Unsatisfied with the metaphorical slap on the wrist, Nicky Schmidt texted around fifteen other girls to report to the office again to report feeling “unsafe in this environment and we [female students] are tired of this toxicity.” Forty girls showed up to the offices in solidarity. Schmidt then read a statement on behalf of all concerned students to the assistant principal: “We want to know what the school is doing to ensure our safety and security. […] We should be able to learn in an environment without the constant presence of objectification and misogyny.”

Bethesda-Chevy Chase High School is a public high school located in Montgomery County, Maryland. Just south of the nation’s capital, the D.C. suburb is among the top twenty wealthiest places in the country. According to some girls in the school, Bethesda-Chevy Chase High School has always had a record of not holding boys accountable– there have always been lists of rankings such as the one that has come to light. The girls united against the blatant misogyny in and out of their classrooms– they have targeted one of the most toxic facets of teen culture. On International Women’s Day, the school organized a meeting for the IB students. It lasted almost three hours, instead of the intended forty-five minutes. Girls told stories of the misogyny in their lives, from the misogynistic double standards to sexual harassment. The anonymous main perpetrator of the list, an 18-year-old classmate of the IB program, interviewed with the Washington Post– the list was made a year ago, only circulating recently. He accepted the responsibility for creating the list, calling it a “stupid decision.” In the interview, he acknowledged his actions and the reasons behind it: “I recognize that I’m in a position in this world generally where I have privilege. I’m a white guy at a very rich high school. It’s easy for me to lose sight of the consequences of my actions and kind of feel like I’m above something. […] This memory is not going to leave me anytime soon.”

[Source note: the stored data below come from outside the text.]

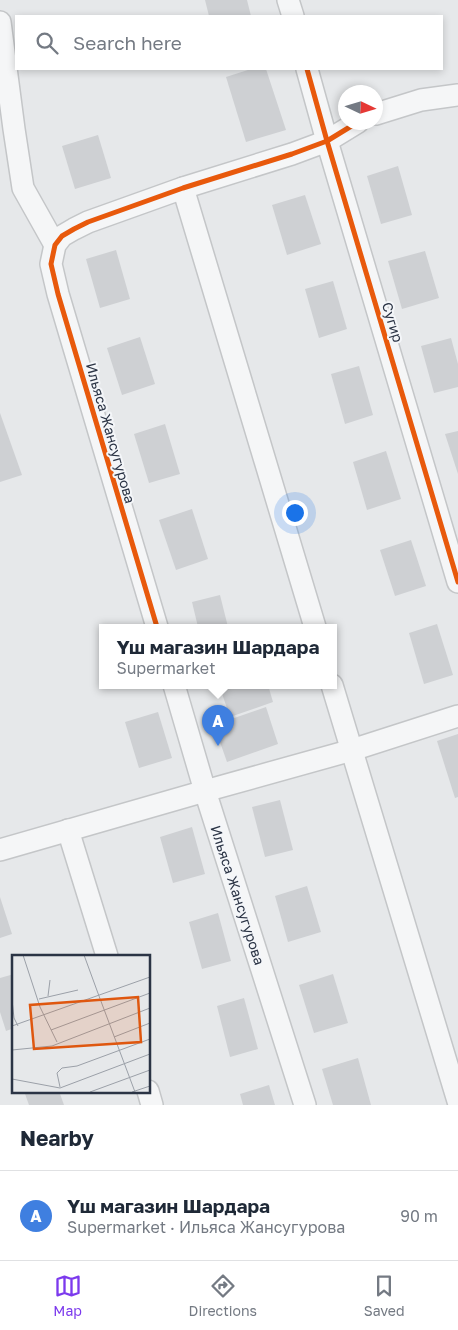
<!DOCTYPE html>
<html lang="en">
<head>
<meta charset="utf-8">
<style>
	:root { --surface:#fff; --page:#f2f2f3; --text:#1f2937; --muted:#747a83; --line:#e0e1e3; --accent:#7c3aed }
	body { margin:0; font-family:"Golos Text",sans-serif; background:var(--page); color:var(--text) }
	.compass { position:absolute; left:338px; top:85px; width:45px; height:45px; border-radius:50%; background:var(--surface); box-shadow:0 2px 8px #0003; rotate:94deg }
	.you { position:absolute; left:294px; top:512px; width:18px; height:18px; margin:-12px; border:4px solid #fff; border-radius:50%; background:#1a73e8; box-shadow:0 0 0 8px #1a73e833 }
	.badge { display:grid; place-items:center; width:32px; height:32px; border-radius:50%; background:var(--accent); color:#fff; font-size:16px; font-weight:700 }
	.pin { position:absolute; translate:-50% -41px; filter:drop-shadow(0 1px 2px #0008) }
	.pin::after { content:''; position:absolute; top:26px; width:18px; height:15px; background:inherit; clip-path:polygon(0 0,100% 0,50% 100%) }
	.popup { position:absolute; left:99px; top:624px; width:238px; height:65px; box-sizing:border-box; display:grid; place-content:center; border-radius:0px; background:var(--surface); filter:drop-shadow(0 1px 4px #0005); font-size:16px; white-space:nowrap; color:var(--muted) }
	.popup b { font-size:19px; color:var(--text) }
	.popup::after { content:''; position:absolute; left:50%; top:100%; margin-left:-10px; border:10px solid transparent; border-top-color:var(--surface) }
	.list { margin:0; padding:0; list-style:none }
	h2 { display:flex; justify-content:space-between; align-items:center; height:65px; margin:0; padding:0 20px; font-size:21px }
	h2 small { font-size:16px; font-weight:400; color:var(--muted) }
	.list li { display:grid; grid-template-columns:32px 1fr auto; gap:15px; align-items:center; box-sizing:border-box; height:90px; padding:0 20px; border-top:1px solid var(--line) }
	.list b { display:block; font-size:19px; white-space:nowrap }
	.list p { margin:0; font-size:16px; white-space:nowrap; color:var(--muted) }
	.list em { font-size:16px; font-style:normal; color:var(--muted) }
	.icon { flex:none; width:28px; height:28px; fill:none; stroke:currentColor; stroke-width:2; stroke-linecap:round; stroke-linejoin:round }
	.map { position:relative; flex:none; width:458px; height:1105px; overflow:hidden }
	.search { position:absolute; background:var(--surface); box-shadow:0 2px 8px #0003; left:15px; right:15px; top:15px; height:55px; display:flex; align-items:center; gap:12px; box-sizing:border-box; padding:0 18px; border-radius:0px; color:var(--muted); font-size:19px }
	.sheet { height:155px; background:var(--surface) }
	nav { display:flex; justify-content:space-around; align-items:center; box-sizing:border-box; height:70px; border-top:1px solid var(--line); background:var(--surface); font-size:14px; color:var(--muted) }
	nav a { display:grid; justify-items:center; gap:2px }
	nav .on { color:var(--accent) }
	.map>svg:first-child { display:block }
	.building { fill:#ced0d3 }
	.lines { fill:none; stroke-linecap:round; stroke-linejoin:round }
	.minor-casing { stroke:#c4c6c8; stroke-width:24 }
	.minor { stroke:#f5f6f7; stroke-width:21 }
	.cycleway-casing { stroke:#f4f6f9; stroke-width:8 }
	.cycleway { stroke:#e8590c; stroke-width:5 }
	.labels { text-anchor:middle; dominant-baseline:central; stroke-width:4; stroke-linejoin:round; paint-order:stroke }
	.street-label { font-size:14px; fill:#2b3445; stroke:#f4f6f9 }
	.inset-road { fill:none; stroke:#9ba0a8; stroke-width:1 }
	.view { fill:#df570f; fill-opacity:0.15; stroke:#df570f; stroke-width:2.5 }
	.inset-edge { fill:none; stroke:#2b3445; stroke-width:2.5 }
</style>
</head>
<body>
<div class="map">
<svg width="458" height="1105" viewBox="0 0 458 1105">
	<rect width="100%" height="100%" fill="#e6e8ea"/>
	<g class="building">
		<path d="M205,0h42l4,16h-42z"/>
		<path d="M251,69h15l20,61 -40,12 -20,-65z"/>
		<path d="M98,135l13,43 -36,11 -13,-43z"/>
		<path d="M398,166l14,49 -31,9 -14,-48z"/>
		<path d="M305,195l16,49 -34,11 -15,-50z"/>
		<path d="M116,250l14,49 -30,9 -14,-49z"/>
		<path d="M425,251l14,47 -37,11 -14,-48z"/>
		<path d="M333,281l14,48 -28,9 -14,-49z"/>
		<path d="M140,337l15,47 -33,11 -15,-47z"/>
		<path d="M451,338l7,26v23l-24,6 -13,-47z"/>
		<path d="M359,366l14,49 -28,9 -14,-50z"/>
		<path d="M0,413l22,62 -22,7z"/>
		<path d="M165,424l15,50 -31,9 -15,-49z"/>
		<path d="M458,431v43l-13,-40z"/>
		<path d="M386,451l15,48 -34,11 -14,-48z"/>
		<path d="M192,509l16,50 -32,11 -17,-50z"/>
		<path d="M411,540l15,46 -31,10 -15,-46z"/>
		<path d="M220,595l8,32h-30l-6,-25z"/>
		<path d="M437,624l16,51 -29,9 -15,-51z"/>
		<path d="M219,685h49l5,17 -43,15z"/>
		<path d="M266,707l12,37 -51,18 -13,-37z"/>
		<path d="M158,712l14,46 -33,10 -14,-46z"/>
		<path d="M458,734v63l-3,1 -18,-57z"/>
		<path d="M280,800l13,50 -28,7 -13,-50z"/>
		<path d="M192,827l13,47 -32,9 -13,-46z"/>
		<path d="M307,886l14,46 -33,10 -13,-46z"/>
		<path d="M0,897l12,37 -12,4z"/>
		<path d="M218,913l13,48 -29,8 -13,-47z"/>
		<path d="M14,974v54l-8,3 -6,-19v-34z"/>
		<path d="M333,974l15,49 -34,10 -15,-48z"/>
		<path d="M244,998l14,51 -28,8 -13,-51z"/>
		<path d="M358,1058l13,47h-38l-11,-36z"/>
		<path d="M269,1085l6,20h-32l-3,-11z"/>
		<path d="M24,1091h35l5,14h-35z"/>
	</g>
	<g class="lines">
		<defs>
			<g id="minor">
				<path d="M288,0l5,16"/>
				<path d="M0,22l14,107 9,59 32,57"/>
				<path d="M307,69l20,72 131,441"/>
				<path d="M376,114l45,-14 37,-5"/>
				<path d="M183,188l132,439"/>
				<path d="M157,627l-99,-333 -7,-30 4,-19 7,-9 12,-7 14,-7 95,-34 109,-34 35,-13 31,-19"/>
				<path d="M174,685l31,106 100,314"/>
				<path d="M332,685l126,416"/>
				<path d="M68,830l39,126"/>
				<path d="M0,850l205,-59 147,-41 106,-34"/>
				<path d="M148,1091l4,14"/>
			</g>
		</defs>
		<use href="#minor" class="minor-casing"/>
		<use href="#minor" class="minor"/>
		<defs>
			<g id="cycleway">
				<path d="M307,69l20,72 131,441"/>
				<path d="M157,627l-99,-333 -7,-30 4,-19 7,-9 12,-7 14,-7 95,-34 109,-34 35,-13 31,-19"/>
			</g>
		</defs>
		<use href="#cycleway" class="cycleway-casing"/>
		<use href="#cycleway" class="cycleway"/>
	</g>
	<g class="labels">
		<g class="street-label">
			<text transform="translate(393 322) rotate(73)">Сугир</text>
			<text transform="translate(111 433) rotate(74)">Ильяса Жансугурова</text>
			<text transform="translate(238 895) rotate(72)">Ильяса Жансугурова</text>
		</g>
	</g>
	<g transform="translate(12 955)">
		<rect width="138" height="138" fill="#e6e8ea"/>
		<path class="inset-road" d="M11,0l17,52 17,35M72,0l15,41M36,41l2,-16M87,41l36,96M27,44l39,-9M0,45l2,18 4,8M0,71l138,-49M39,75l99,-37M102,82l36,-14M0,95l40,-4 98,-38M0,124l48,9 90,-34M48,132l-3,-14 5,-5 15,-2 73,-27M78,137l60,-22M120,137l18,-6"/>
		<path class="view" d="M126,42l3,45 -107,7 -4,-44z"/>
		<rect width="138" height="138" class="inset-edge"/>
	</g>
</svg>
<svg class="compass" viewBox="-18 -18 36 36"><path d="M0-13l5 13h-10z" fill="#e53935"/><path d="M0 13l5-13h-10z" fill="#747a83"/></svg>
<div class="you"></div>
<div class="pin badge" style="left:218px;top:746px;background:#3f7fe0">A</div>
<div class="popup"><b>Үш магазин Шардара</b>Supermarket</div>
<div class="search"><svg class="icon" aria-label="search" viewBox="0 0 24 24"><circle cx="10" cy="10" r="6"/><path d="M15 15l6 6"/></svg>Search here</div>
</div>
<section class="sheet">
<h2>Nearby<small></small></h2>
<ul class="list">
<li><span class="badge" style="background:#3f7fe0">A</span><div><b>Үш магазин Шардара</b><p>Supermarket · Ильяса Жансугурова</p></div><em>90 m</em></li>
</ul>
</section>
<nav>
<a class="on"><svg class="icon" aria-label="map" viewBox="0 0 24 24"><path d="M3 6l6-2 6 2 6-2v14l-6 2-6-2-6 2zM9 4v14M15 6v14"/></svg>Map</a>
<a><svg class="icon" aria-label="directions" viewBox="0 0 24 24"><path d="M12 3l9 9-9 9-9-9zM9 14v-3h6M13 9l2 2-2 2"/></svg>Directions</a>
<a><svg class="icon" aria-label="saved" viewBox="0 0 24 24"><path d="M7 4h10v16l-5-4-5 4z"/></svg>Saved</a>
</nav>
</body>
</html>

The viral drama that attracted national attention has reformed the school– students, even the one who created the list, meet almost weekly now to discuss future action for the school to promote a healthier teen culture. According to the principal, a senior boy and girl will present a lecture next month to underclassmen in each classroom about toxic masculinity. Principal Jones is proud of the leaps and helping hands of compassion the school is creating to make their communities safer: “It takes bravery, it takes being vulnerable, it takes a sense of forgiveness.”